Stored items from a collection
****************************************
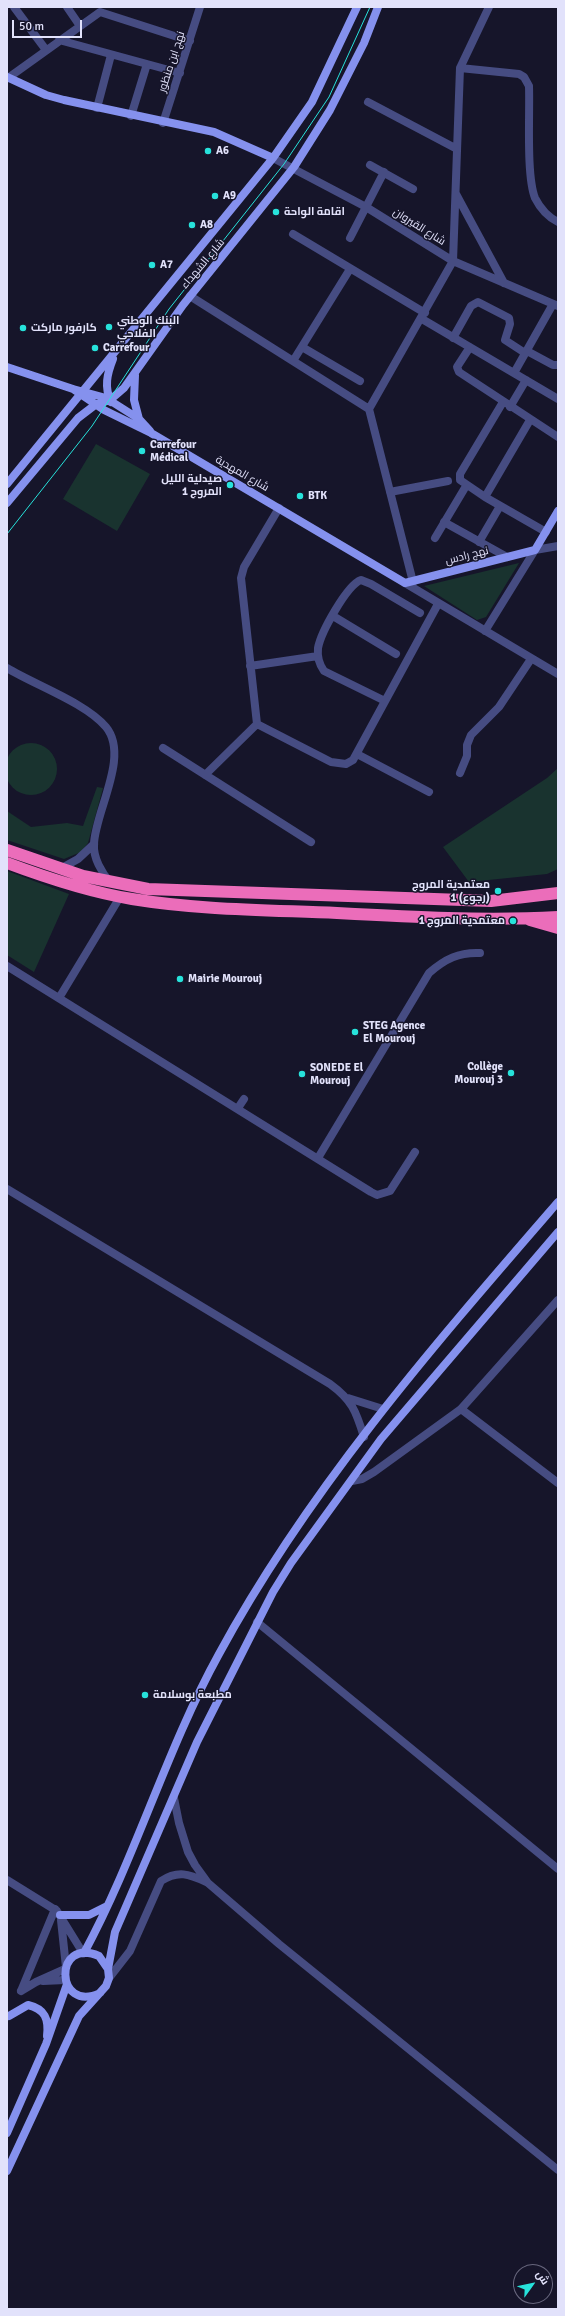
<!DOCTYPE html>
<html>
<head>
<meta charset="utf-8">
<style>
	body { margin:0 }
	#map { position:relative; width:565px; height:2316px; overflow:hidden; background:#16152a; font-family:Signika,Cairo,sans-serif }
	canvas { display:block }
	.frame { position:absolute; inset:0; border:8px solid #e2e2fb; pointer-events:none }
	.north { position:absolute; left:513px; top:2264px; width:40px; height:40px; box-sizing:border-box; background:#16152a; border:1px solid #68677e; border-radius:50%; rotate:57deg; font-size:11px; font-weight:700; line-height:16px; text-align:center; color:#e2e2fb }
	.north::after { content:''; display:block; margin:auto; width:14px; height:18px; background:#27e2db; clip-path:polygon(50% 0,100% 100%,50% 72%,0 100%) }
	.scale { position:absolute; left:12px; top:20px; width:70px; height:18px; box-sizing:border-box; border:2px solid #e2e2fb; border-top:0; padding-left:5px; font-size:12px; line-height:14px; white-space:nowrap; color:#e2e2fb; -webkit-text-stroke:3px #16152a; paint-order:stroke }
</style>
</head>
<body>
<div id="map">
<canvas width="565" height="2316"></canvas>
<div class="frame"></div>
<div class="north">ش</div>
<div class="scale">50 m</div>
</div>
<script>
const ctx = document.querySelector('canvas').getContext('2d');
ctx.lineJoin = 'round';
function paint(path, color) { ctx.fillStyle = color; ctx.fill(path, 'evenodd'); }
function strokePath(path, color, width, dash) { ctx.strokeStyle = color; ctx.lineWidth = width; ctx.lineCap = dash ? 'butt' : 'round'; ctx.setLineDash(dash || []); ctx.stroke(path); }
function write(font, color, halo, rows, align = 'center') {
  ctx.font = font + ' Signika,Cairo,sans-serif'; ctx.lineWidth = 3; ctx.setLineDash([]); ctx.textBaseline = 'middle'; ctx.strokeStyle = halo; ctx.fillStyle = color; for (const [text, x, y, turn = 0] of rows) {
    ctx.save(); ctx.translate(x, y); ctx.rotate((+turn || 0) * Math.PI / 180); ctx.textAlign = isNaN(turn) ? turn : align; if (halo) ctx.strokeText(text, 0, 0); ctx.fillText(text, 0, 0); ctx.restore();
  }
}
const green = new Path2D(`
	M96 444 150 474 117 531 63 499Z
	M519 563 486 617 477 620 424 586Z
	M5 769a26 26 0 1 1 52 0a26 26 0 1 1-52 0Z
	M558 768V869L547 874 469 882 443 847 547 778Z
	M97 787 103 788 88 843 81 852 64 859 7 840V811L31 827 67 823 83 826Z
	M7 871 69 894 34 972 7 955Z`);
const street = new Path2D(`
	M14 7 46 50
	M67 7 80 26
	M59 40 180 73
	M460 68 519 74 524 77 529 86C530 113 526 175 535 198 540 208 548 217 558 222
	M8 78 100 12 190 41
	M368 102 457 149
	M97 108 111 55
	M131 116 147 64
	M163 123 200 7
	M273 158 366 207 453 261 558 306
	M370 165 413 189
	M456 194 504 283
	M293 234 425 313
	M350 238 384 172
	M190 296 369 409
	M422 319 558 399
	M453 338 471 306 478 302 509 318 510 324 505 340 525 353
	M302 347 360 381
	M470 347 457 367 459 372 558 437
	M527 351 553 365H558
	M293 361 350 269
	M514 373 553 304
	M503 402 460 474V480L485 497 546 532
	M510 407 526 380
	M390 492 448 481
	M485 497 530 420
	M279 508 244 567 241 578 257 724 331 762 346 764 353 760 438 604
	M444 522 507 557
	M435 538 466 486
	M479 542 500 506
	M413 582 369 409 453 261 460 68 489 7
	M405 583 558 674
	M333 616 396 654
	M485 631 535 550 558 546
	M250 666 318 656
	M7 668C35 685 86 703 106 727 130 756 95 812 94 844 93 858 102 873 110 882
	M385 701 324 671C319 664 317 657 318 648 321 632 347 585 361 580L371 584 420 613
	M163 748 311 842
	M357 754 429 792
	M460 773 467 756V745L471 735 499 707 531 659
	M205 775 257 724
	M60 869 78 859 94 844
	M7 966 371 1192 377 1195 390 1191 415 1152
	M59 998 120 897
	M238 1108 244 1099
	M318 1158 429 973C445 959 459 952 480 953
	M7 1189 330 1384C352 1400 356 1411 364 1437
	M348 1398 383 1409
	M461 1409 558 1483
	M352 1481 362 1479 374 1472 461 1409 558 1300
	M257 1622 558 1869
	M174 1798 179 1823 188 1852 195 1865 208 1883 279 1944 558 2170
	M7 1880 57 1911 83 1953
	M61 1920 66 1967
	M109 1978 130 1951 161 1881C178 1870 189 1874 206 1882
	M43 1981 65 1980
	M21 1991 55 1909
	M21 1991 36 1982 65 1969`);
const secondary = new Path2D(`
	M7 77 46 95 64 100 214 132 273 158
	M7 367 73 389 106 398 139 419 150 431
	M135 375 134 400 139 419
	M73 389 104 410 151 433 405 583 535 550 558 511
	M111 402C104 387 107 374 113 359
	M7 484 273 158 312 102 357 7
	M7 503 78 418 95 405 110 400 124 388 183 305 294 167 330 110 364 43 378 7
	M60 1915H89L107 1906
	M84 1953C136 1857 166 1750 219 1654 309 1488 435 1344 558 1202
	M108 1969 115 1932 197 1742 273 1592 291 1563 381 1439 558 1232
	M9 2016 28 2005C45 2009 49 2019 47 2036
	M7 2133 46 2044 67 1984
	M7 2171 79 2016 106 1986 109 1978 108 1969 99 1956C53 1936 55 2014 100 1993`);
const highway = new Path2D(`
	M7 850 83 876 148 889 491 901 558 893
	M7 863C47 878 89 892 132 899 199 910 269 910 337 913 411 917 485 921 558 917
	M530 920 558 928`);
const tram = new Path2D(`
	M7 534 92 426 169 309 284 164 329 97 370 7`);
const markers = [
	[208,151,4,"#27e2db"],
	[215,196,4,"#27e2db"],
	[276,212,4,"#27e2db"],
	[192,225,4,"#27e2db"],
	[152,265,4,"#27e2db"],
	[109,327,4,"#27e2db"],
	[23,328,4,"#27e2db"],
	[95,348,4,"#27e2db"],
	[142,451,4,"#27e2db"],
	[230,485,4,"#27e2db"],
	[300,496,4,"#27e2db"],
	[498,891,4,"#27e2db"],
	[513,921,4,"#27e2db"],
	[180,979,4,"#27e2db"],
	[355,1032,4,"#27e2db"],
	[511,1073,4,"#27e2db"],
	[302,1074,4,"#27e2db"],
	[145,1695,4,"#27e2db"]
];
const streetNames = [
	["نهج ابن منظور",172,62,-72],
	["شارع القيروان",419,227,32],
	["شارع الشهداء",203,264,-50],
	["شارع المهدية",242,474,30],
	["نهج رادس",467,556,-14]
];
const poiNames = [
	["A6",216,151],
	["A9",223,196],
	["اقامة الواحة",284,212],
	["A8",200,225],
	["A7",160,265],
	["البنك الوطني",117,321],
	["الفلاحي",117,334],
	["كارفور ماركت",31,328],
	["Carrefour",103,348],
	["Carrefour",150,445],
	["Médical",150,458],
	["صيدلية الليل",222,479,"right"],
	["المروج 1",222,492,"right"],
	["BTK",308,496],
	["معتمدية المروج",490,885,"right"],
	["1 (رجوع)",490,898,"right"],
	["معتمدية المروج 1",505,921,"right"],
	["Mairie Mourouj",188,979],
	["STEG Agence",363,1026],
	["El Mourouj",363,1039],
	["Collège",503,1067,"right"],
	["Mourouj 3",503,1080,"right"],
	["SONEDE El",310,1068],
	["Mourouj",310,1081],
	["مطبعة بوسلامة",153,1695]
];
paint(green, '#19332f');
strokePath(street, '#464c82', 8);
strokePath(secondary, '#8591ee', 8);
strokePath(highway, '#eb6dba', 12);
strokePath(tram, '#27e2db', 1);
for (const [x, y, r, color] of markers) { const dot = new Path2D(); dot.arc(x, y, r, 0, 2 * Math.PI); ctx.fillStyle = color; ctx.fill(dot); strokePath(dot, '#16152a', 1.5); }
write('11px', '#e2e2fb', '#16152a', streetNames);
write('bold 11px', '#e2e2fb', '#16152a', poiNames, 'left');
</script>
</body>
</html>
****************************************
• **WORK TO BE COMPLETED**: Lines holding "turn": give how many there are in the entries above, and nothing more.

• **RESPONSE**: 2